Prompt — Would you quote every entry exactly, dropping only the pictures?

======

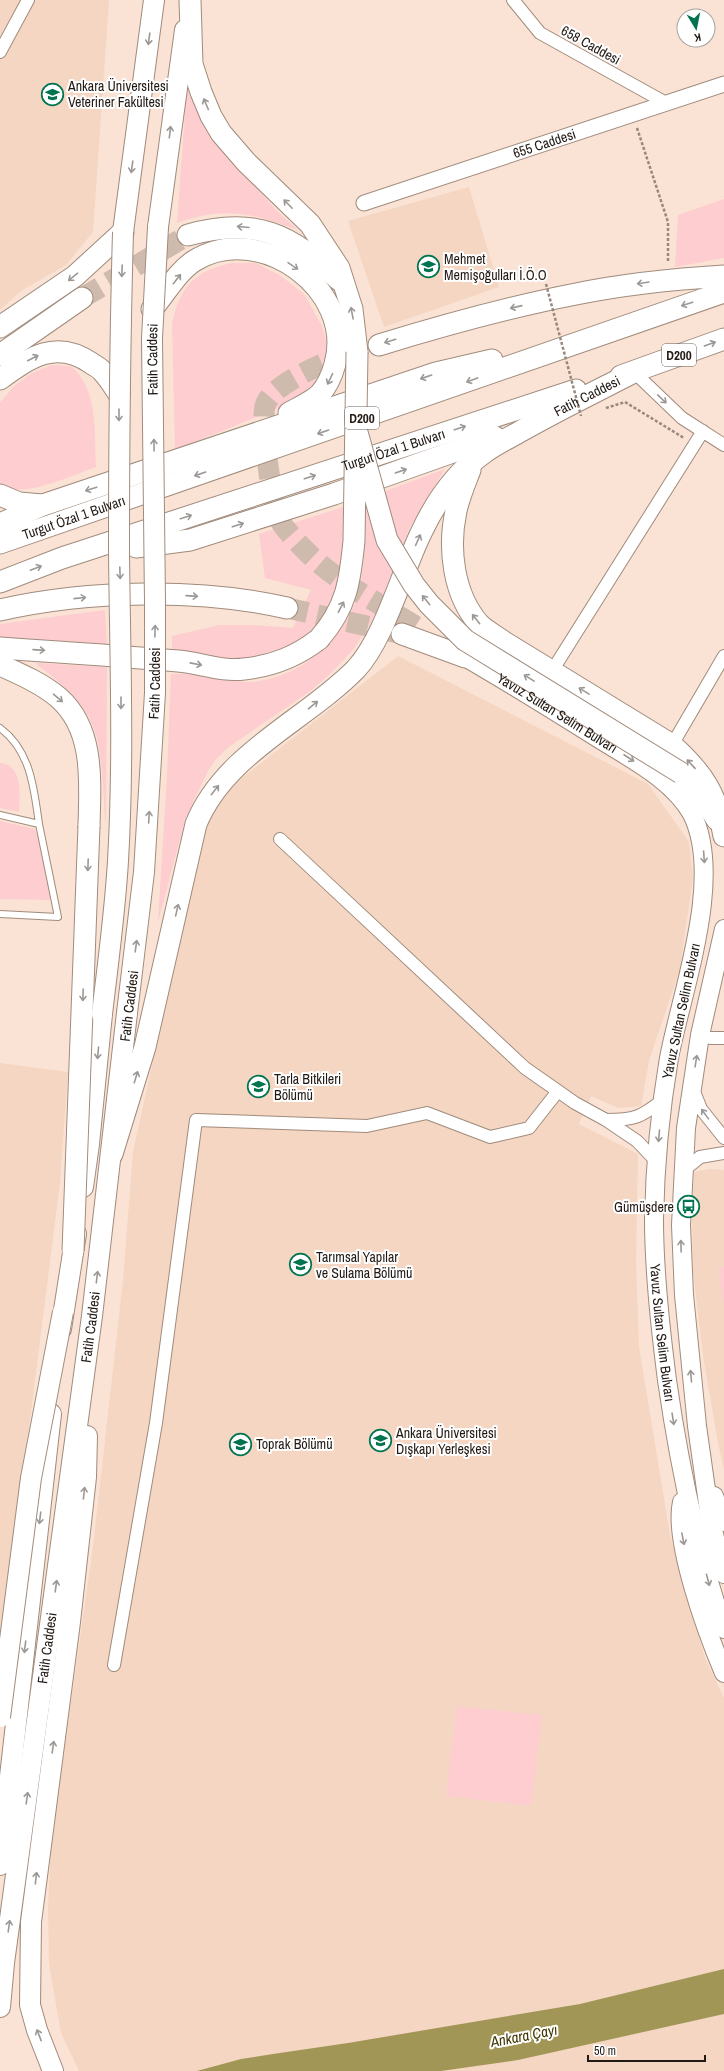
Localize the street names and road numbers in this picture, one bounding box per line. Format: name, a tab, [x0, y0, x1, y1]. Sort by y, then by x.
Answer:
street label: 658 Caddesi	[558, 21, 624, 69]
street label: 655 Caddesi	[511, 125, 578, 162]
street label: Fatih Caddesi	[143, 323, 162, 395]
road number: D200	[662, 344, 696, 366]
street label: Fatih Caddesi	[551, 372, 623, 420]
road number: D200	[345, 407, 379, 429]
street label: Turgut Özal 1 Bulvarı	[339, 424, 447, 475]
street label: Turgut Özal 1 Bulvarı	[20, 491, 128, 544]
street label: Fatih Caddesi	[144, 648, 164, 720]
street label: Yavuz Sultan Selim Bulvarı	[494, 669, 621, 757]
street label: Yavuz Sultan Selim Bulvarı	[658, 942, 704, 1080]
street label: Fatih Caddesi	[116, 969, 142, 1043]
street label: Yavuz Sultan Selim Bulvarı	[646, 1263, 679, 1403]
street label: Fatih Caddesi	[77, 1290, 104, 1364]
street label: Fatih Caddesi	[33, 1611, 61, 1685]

======

Your response —
Localize the street names and road numbers in this picture, one bounding box per line. Format: name, a tab, [x0, y0, x1, y1]. Sort by y, then by x.
Answer:
street label: 658 Caddesi	[558, 21, 624, 69]
street label: 655 Caddesi	[511, 125, 578, 162]
street label: Fatih Caddesi	[143, 323, 162, 395]
road number: D200	[662, 344, 696, 366]
street label: Fatih Caddesi	[551, 372, 623, 420]
road number: D200	[345, 407, 379, 429]
street label: Turgut Özal 1 Bulvarı	[339, 424, 447, 475]
street label: Turgut Özal 1 Bulvarı	[20, 491, 128, 544]
street label: Fatih Caddesi	[144, 648, 164, 720]
street label: Yavuz Sultan Selim Bulvarı	[494, 669, 621, 757]
street label: Yavuz Sultan Selim Bulvarı	[658, 942, 704, 1080]
street label: Fatih Caddesi	[116, 969, 142, 1043]
street label: Yavuz Sultan Selim Bulvarı	[646, 1263, 679, 1403]
street label: Fatih Caddesi	[77, 1290, 104, 1364]
street label: Fatih Caddesi	[33, 1611, 61, 1685]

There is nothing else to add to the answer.